A REDD mechanism is a type of "Payment for Ecosystem Services" in which the developed countries finance those that are still developing. The goal is to develop strategies and policies that guarantee the effective management and preservation of forests, resulting in carbon compliance and conservation on an international scale. REDD mechanisms are characterized by their "Atmospheric Integrity" for promoting a stabilization of CO² in the atmosphere. They are characterized by their "Ecological Integrity" for helping to improve biodiversity and other ecosystem functions of the forests, such as the provision of water and food. REDD mechanisms are also known for their "Social Integrity" for recognizing, protecting, and respecting the rights of the indigenous people and local communities while assuring them that they can develop their means of living while participating in the benefits of REDD.
The challenges faced by REDD will be complex. In the majority of the countries where REDD will be applied, land ownership is rarely guaranteed. Even when it is guaranteed, it is not necessarily in favor of the local communities or original indigenous people of the region who could effectively oversee the proper management of forest resources. It is also not clear that REDD mechanisms will, in and of themselves, reduce rural poverty which is responsible in great measure for forest deterioration.

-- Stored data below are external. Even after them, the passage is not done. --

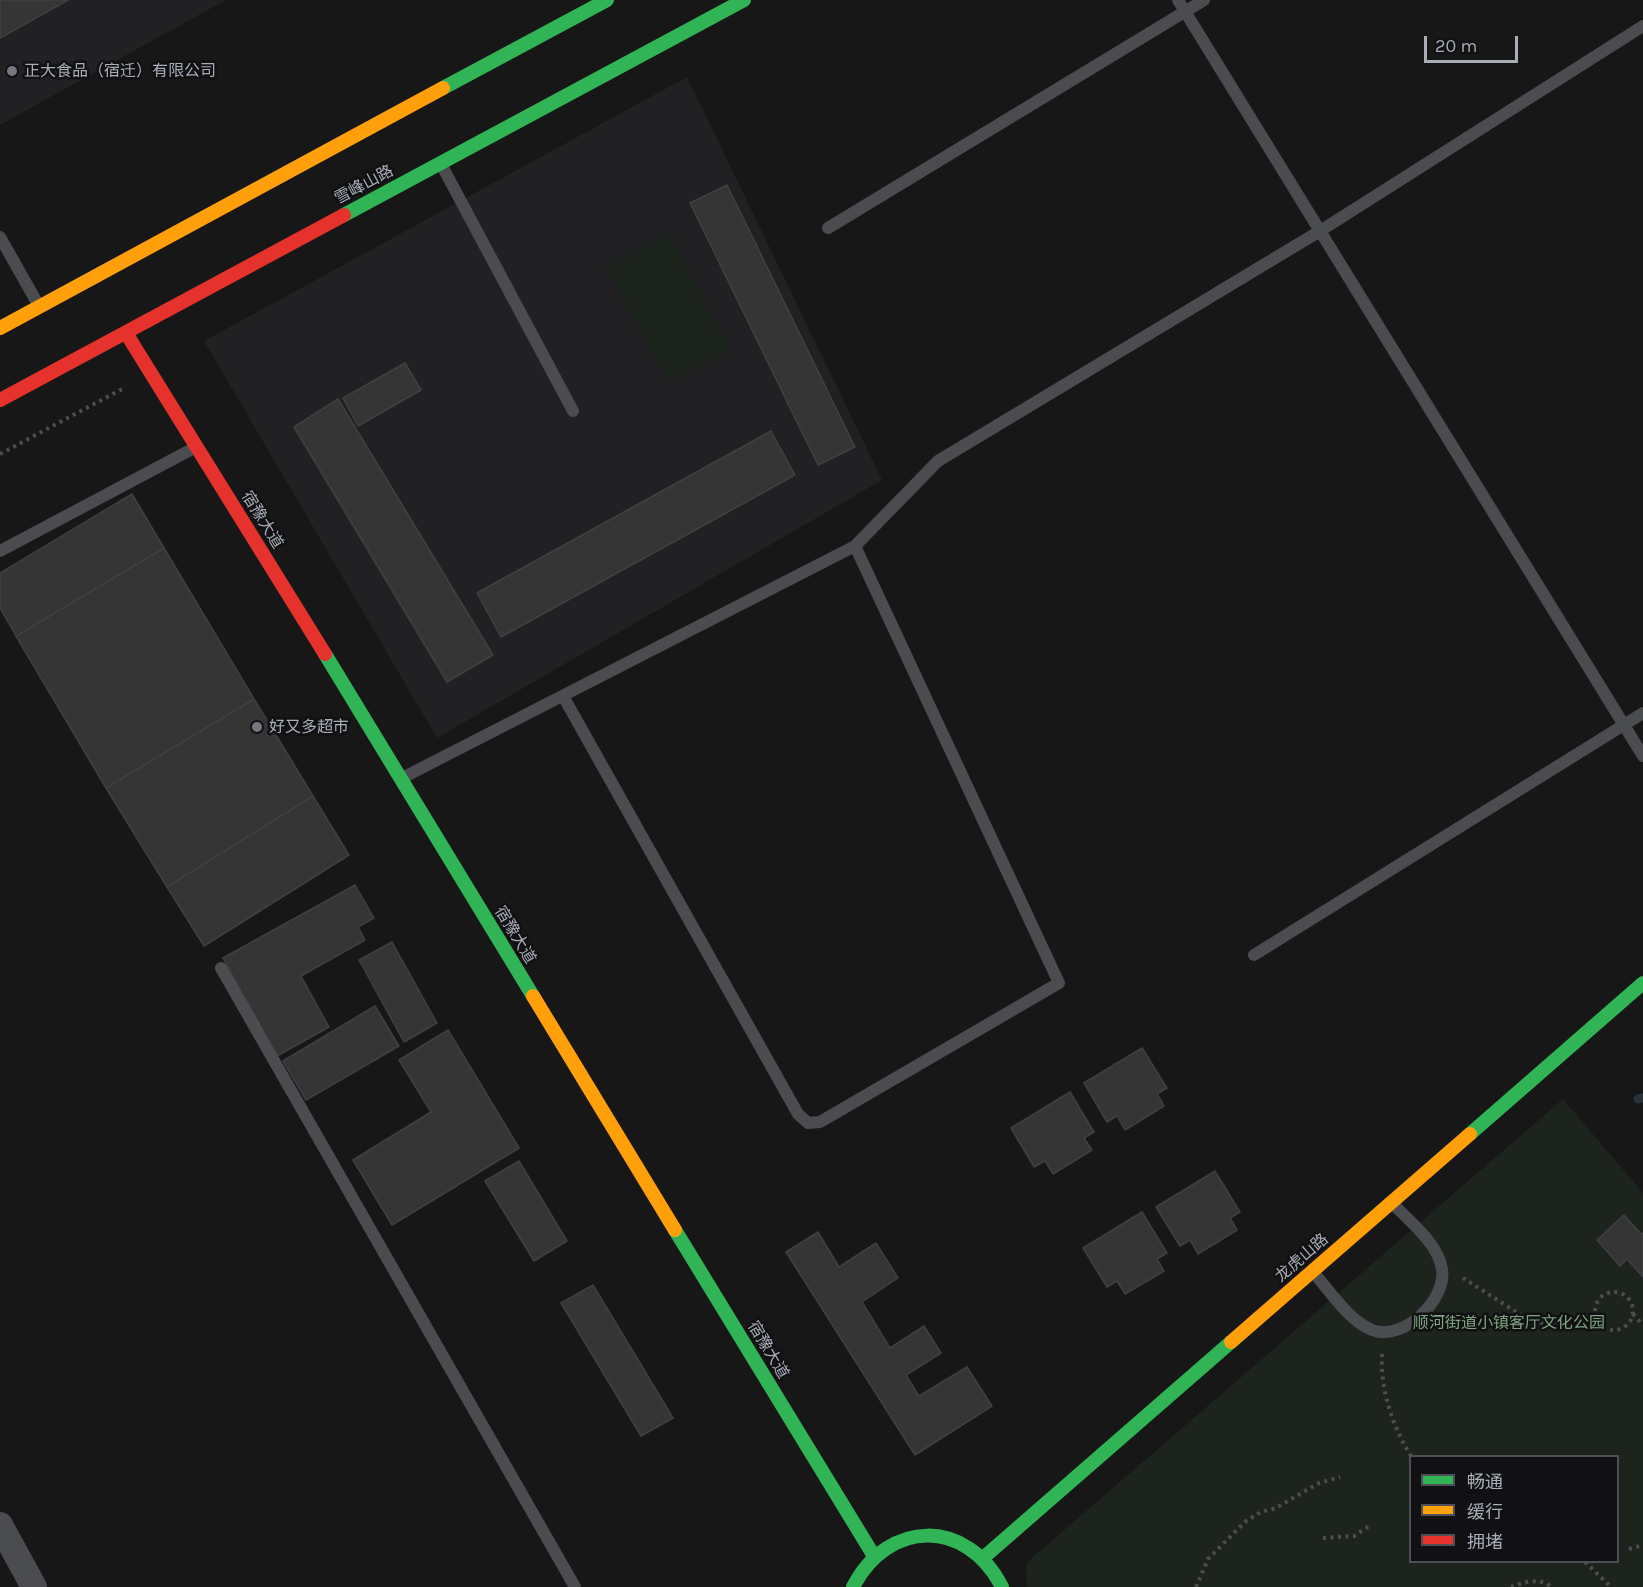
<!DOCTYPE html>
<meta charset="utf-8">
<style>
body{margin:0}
#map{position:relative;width:1643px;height:1587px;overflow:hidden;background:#171717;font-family:Karla,"Noto Sans SC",sans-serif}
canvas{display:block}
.legend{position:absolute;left:1409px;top:1455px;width:210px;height:108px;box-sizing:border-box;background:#111113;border:2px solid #4d4f55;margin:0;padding:8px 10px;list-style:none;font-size:18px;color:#a8adb8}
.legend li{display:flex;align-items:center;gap:12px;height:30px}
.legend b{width:30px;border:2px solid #4d4f55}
.scale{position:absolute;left:1424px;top:36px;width:94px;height:27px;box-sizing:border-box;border:3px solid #a8adb8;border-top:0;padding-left:8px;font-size:18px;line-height:21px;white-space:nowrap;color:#a8adb8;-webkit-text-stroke:4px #111113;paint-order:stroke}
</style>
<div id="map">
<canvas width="1643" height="1587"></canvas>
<ul class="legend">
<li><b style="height:8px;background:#30b455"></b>畅通</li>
<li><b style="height:8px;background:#ff9f0a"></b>缓行</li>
<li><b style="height:8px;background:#e5322d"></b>拥堵</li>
</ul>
<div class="scale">20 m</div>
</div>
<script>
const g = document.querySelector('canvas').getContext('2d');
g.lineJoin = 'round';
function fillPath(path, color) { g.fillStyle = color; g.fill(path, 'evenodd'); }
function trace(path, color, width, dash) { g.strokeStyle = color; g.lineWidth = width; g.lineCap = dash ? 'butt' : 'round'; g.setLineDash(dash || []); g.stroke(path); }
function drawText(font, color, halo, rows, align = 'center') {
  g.font = font + ' Karla,"Noto Sans SC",sans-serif'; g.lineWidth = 5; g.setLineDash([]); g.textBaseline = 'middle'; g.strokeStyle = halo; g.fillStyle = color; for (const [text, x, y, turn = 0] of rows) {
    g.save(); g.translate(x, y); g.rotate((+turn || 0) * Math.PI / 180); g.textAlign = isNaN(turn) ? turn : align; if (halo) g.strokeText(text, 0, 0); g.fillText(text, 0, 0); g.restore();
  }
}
const built = new Path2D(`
 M0,0H226L0,125Z
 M687,77L882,480L437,738L204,341Z`);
const green = new Path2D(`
 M669,233L731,351L668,383L606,267Z
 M1563,1099L1643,1193V1587H1027L1026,1563ZM1410,1456H1618V1562H1410Z`);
const stream = new Path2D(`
 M1638,1099L1643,1098`);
const building = new Path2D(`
 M0,0H68L0,38Z
 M727,185L855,447L818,465L690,203Z
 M405,363L421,390L358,426L343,398Z
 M338,399L493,655L447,682L294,427Z
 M771,431L795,475L501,637L477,593Z
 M132,494L164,548L16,636L0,608V573Z
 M164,548L254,699L106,788L16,636Z
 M254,699L313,796L167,887L106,788Z
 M313,796L349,855L204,946L167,887Z
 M355,885L374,918L358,927L365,940L301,976L329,1027L277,1056L223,958Z
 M392,942L437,1023L404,1042L359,960Z
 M375,1006L399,1046L306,1100L283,1061Z
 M448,1030L519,1148L392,1225L353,1160L431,1112L399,1060Z
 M1142,1048L1167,1088L1157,1094L1164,1106L1125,1130L1117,1116L1107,1122L1084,1083Z
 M1070,1092L1094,1132L1084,1138L1092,1150L1053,1174L1045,1161L1034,1167L1011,1128Z
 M519,1161L567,1241L534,1261L485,1181Z
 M1215,1171L1240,1212L1230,1218L1237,1230L1198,1254L1190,1240L1180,1246L1156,1207Z
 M1142,1212L1167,1253L1157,1259L1164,1271L1125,1294L1117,1281L1107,1287L1083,1248Z
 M1624,1215L1641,1234L1643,1233V1277L1627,1259L1620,1266L1597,1240Z
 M818,1232L839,1267L876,1243L898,1278L862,1302L890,1348L924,1326L941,1353L906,1375L919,1396L967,1367L992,1406L915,1455L786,1252Z
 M593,1285L673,1418L641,1436L561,1303Z`);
const path = new Path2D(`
 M0,454L124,388
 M1463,1278L1532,1322L1549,1323L1596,1315
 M1595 1311a19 19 0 1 1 38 0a19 19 0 1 1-38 0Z
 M1633,1314L1643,1325
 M1382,1354C1380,1389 1393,1428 1411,1456
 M1323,1538L1354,1536L1369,1526
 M1629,1549L1643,1545
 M1585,1562L1611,1587
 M1196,1587L1208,1559L1246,1521L1261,1512L1276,1508L1319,1483L1340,1477
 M1511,1587C1524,1582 1540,1577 1551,1587`);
const lane = new Path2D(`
 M1178,0L1643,756
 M441,164L573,411
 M828,228L1204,0
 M0,237L39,306
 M855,546L938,461L1320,231L1643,26
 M0,551L196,447
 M402,778L855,546L1059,983L820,1122L808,1123L798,1114L563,696
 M1254,955L1643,713
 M221,968L575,1587
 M1313,1272C1330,1291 1348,1320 1372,1330C1403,1342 1447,1300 1442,1269C1438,1243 1409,1221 1392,1203`);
const street = new Path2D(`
 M0,1525L34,1587`);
const fast = new Path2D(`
 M443,88L607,0
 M344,215L744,0
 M325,654L533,996
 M1470,1134L1643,983
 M675,1230L874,1556
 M983,1558L1231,1342
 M853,1587C888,1519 967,1518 1002,1587`);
const slow = new Path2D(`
 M0,328L443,88
 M533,996L675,1230
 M1231,1342L1470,1134`);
const jam = new Path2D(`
 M126,333L325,654
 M0,400L344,215`);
const markers = [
 [12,71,6,"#757880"],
 [257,727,6,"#757880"]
];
const poiNames = [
 ["正大食品（宿迁）有限公司",24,71],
 ["好又多超市",269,727]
];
const streetNames = [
 ["雪峰山路",364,185,-28],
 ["宿豫大道",262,520,58],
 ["宿豫大道",515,935,59],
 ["龙虎山路",1302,1258,-41],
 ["宿豫大道",768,1350,59]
];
const parkNames = [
 ["顺河街道小镇客厅文化公园",1509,1323]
];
fillPath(built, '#212123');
fillPath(green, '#1d241e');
trace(stream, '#2a3239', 9);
fillPath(building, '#353536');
trace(building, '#3f4043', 1.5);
trace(path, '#4d4e52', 4, [3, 4.5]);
trace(lane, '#4b4c50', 12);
trace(street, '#4b4c50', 26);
trace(fast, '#30b455', 14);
trace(slow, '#ff9f0a', 14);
trace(jam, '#e5322d', 14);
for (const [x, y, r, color] of markers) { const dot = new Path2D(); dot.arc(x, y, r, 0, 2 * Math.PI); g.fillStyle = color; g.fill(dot); trace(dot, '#111113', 2); }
drawText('16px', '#a8adb8', '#111113', poiNames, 'left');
drawText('16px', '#a8adb8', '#111113', streetNames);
drawText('16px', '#7fa381', '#111113', parkNames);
</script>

More concretely, the FAO estimates that 95% of forests in Africa belong to the government, which tends to give forest concessions to foreign companies rather than to local communities whose ancestors have inhabited the area. For this reason, practically all the authors agree that it is impossible to develop this mechanism in countries without adequate forest management. Until these three matters can be resolved, it will be practically impossible to stop deforestation.

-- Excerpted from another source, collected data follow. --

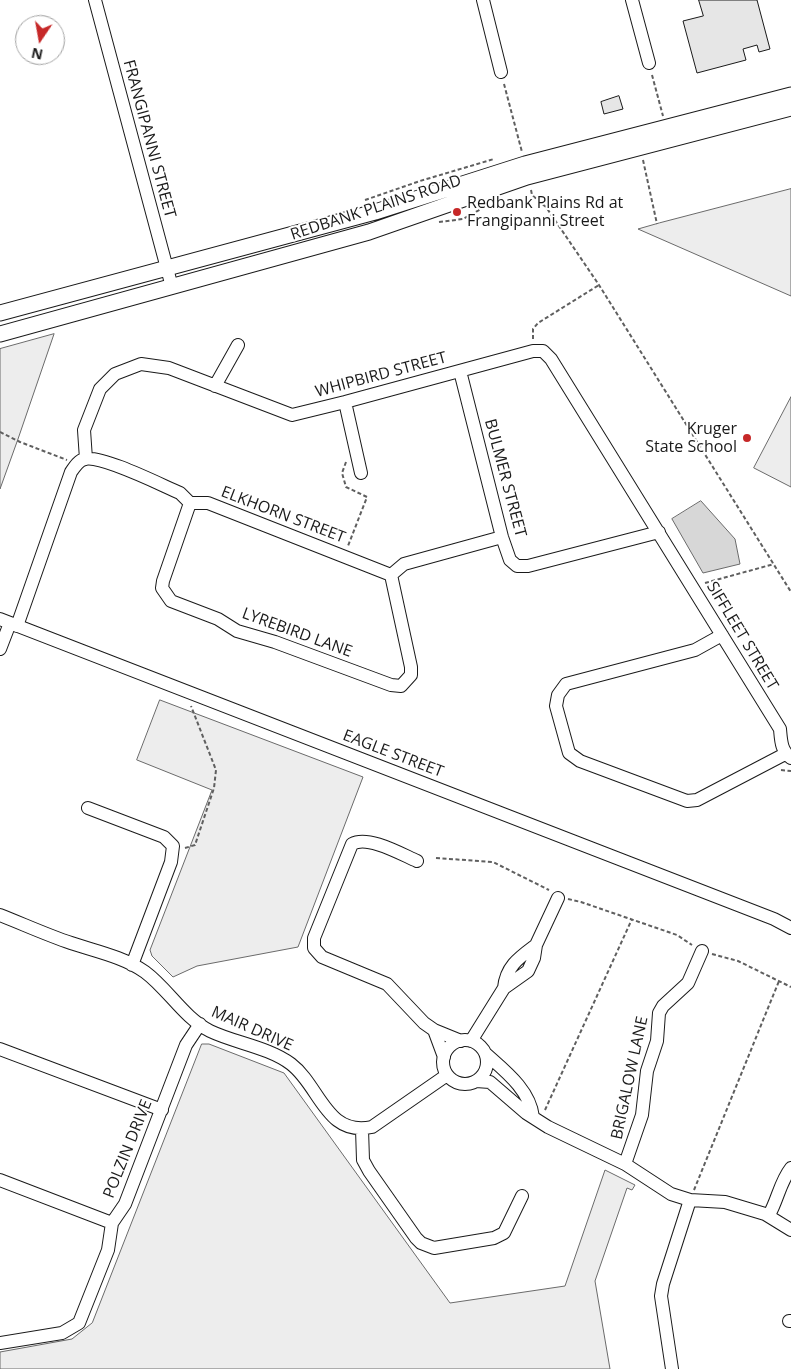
<!DOCTYPE html>
<style>
body{margin:0}
#map{position:relative;width:791px;height:1369px;overflow:hidden;background:#fff;font-family:"Open Sans",sans-serif}
canvas{display:block}
.north{position:absolute;left:15px;top:15px;width:50px;height:50px;box-sizing:border-box;background:#fff;border:1px solid #a3a3a3;border-radius:50%;rotate:192deg;font-size:14px;font-weight:700;line-height:20px;text-align:center;color:#1a1a1a}
.north::after{content:'';display:block;margin:auto;width:18px;height:22px;background:#c62828;clip-path:polygon(50% 0,100% 100%,50% 72%,0 100%)}
</style>
<div id="map">
<canvas width="791" height="1369"></canvas>
<div class="north">N</div>
</div>
<script>
const context = document.querySelector('canvas').getContext('2d');
context.lineJoin = 'round';
function fill(path, color) { context.fillStyle = color; context.fill(path, 'evenodd'); }
function strokePath(path, color, width, dash) { context.strokeStyle = color; context.lineWidth = width; context.lineCap = dash ? 'butt' : 'round'; context.setLineDash(dash || []); context.stroke(path); }
function write(font, color, halo, rows, align = 'center') {
  context.font = font + ' "Open Sans",sans-serif'; context.lineWidth = 4; context.setLineDash([]); context.textBaseline = 'middle'; context.strokeStyle = halo; context.fillStyle = color; for (const [text, x, y, turn = 0] of rows) {
    context.save(); context.translate(x, y); context.rotate((+turn || 0) * Math.PI / 180); context.textAlign = isNaN(turn) ? turn : align; if (halo) context.strokeText(text, 0, 0); context.fillText(text, 0, 0); context.restore();
  }
}
const built = new Path2D(`
 M791,189V296L638,229L659,223Z
 M54,334L18,439L0,489V349Z
 M791,397V487L754,468Z
 M160,700L363,777L298,947L197,966L173,977L152,956L150,950L212,790L137,760Z
 M202,1044H209L284,1073L450,1303L565,1286L605,1170L635,1185L632,1190L627,1188L595,1281L610,1369H0V1352L72,1339L92,1323Z`);
fill(built, '#ededed');
strokePath(built, '#6a6a6a', 1);
const water = new Path2D(`
 M701,501L735,539L740,564L703,573L672,519Z`);
fill(water, '#d7d7d7');
strokePath(water, '#6a6a6a', 1);
const building = new Path2D(`
 M699,0H757L770,49L759,52L757,45L743,49L746,60L697,73L683,21L703,16Z
 M619,96L623,109L604,114L601,102Z`);
fill(building, '#e6e6e6');
strokePath(building, '#1a1a1a', 1);
const minor = new Path2D(`
 M95,0L172,287
 M483,0L501,72
 M632,0L649,63
 M460,371L502,537L510,560L517,566H528L659,532
 M215,386L238,345
 M345,402L361,473
 M86,459L84,430L100,389L115,374L141,364L169,368L292,415L345,402L533,351H543L551,359L780,729C781,740 781,751 791,758
 M190,503L163,581L162,588L171,601L218,619L237,631L275,642L391,685L401,686L411,675V667L391,575
 M0,619L774,919L791,928
 M17,626L71,472C75,466 79,460 85,459C102,455 161,485 180,493L190,503H208L391,575L404,564L502,537
 M722,635L695,650L566,684L558,695L556,706L569,753L580,761L687,801L697,800L785,754
 M0,649L10,623
 M88,808L164,837L173,846L171,862L132,965
 M417,861C401,854 368,835 352,844L314,938V948L322,957L387,984L424,1023L434,1030L461,1041
 M0,915C23,924 47,935 71,943C95,951 124,957 145,972C168,989 184,1018 210,1031C235,1043 268,1047 291,1064C320,1086 326,1137 372,1127L447,1075
 M504,988L528,971L534,958L536,945L558,898
 M434,1030L444,1057
 M443 1062a22 22 0 1 1 44 0a22 22 0 1 1-44 0Z
 M471,1041L504,988C506,966 520,957 536,945
 M0,1049L162,1110
 M486,1054C505,1071 530,1090 533,1117
 M476,1081L490,1082L526,1113L548,1127L625,1164L671,1194L690,1200L725,1202L765,1214L791,1230
 M362,1129L363,1160L369,1171L416,1238L421,1243L434,1248L494,1238L504,1233L522,1196
 M625,1164L642,1115L647,1071L657,1041L659,1013L663,1006L688,983L702,951
 M0,1180L112,1223
 M769,1215C778,1199 780,1182 791,1168
 M789,1321H791
 M0,1343L62,1333L79,1323L108,1250L112,1223L125,1204L186,1045L200,1024
 M672,1369L661,1296L663,1284L690,1200`);
const major = new Path2D(`
 M0,313L375,212L525,164L791,95
 M0,334L369,232L527,177L791,108`);
strokePath(minor, '#1a1a1a', 14);
strokePath(major, '#1a1a1a', 17);
strokePath(new Path2D(`
 M652,75L663,116
 M504,84L522,152
 M643,160L657,224
 M531,190L532,195L546,207L599,285L791,592
 M365,200L420,181L494,159
 M439,222L463,219L488,205
 M533,339V329L538,323L599,285
 M0,432L20,442L67,460
 M346,462L342,473L346,487L367,497L348,546
 M705,583L774,564
 M781,770L791,771
 M185,848L195,845L214,788L216,770L191,706
 M436,858L493,862L549,890
 M568,899L581,902L677,935L692,945
 M712,954L738,961L791,987
 M545,1110L632,919
 M694,1190L779,981`), '#5f5f5f', 2, [4, 2.5]);
strokePath(minor, '#fff', 12);
strokePath(major, '#fff', 15);
for (const [x, y, r, color] of [
 [457,212,5,"#c62828"],
 [747,438,5,"#c62828"]
]) { const dot = new Path2D(); dot.arc(x, y, r, 0, 2 * Math.PI); context.fillStyle = color; context.fill(dot); strokePath(dot, '#fff', 2); }
write('16px', '#1a1a1a', '#fff', [
 ["FRANGIPANNI STREET",149,139,75],
 ["REDBANK PLAINS ROAD",376,208,-18],
 ["WHIPBIRD STREET",381,375,-15],
 ["BULMER STREET",505,478,75],
 ["ELKHORN STREET",283,515,21],
 ["LYREBIRD LANE",297,633,20],
 ["SIFFLEET STREET",742,636,59],
 ["EAGLE STREET",393,754,21],
 ["MAIR DRIVE",252,1029,24],
 ["BRIGALOW LANE",630,1078,-78],
 ["POLZIN DRIVE",128,1149,-68]
]);
write('16px', '#1a1a1a', '#fff', [
 ["Redbank Plains Rd at",467,203],
 ["Frangipanni Street",467,221],
 ["Kruger",737,429,"right"],
 ["State School",737,447,"right"]
], 'left');
</script>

Maybe we cannot say that the “Copenhagen Agreement” represented the beginning of the end of climate change. Nevertheless, 30 billion dollars have already been committed until 2012 to assist less developed countries while another 100 billion dollars are foreseeable annually from private and public sources. If part of this money could be applied now to facilitate the structures that would make payments for ecosystem services sustainable, fair on the local level, verifiable on the international level and capable of channeling future funds, it would put an end to at least some of the disappearance of the planet's tropical forests.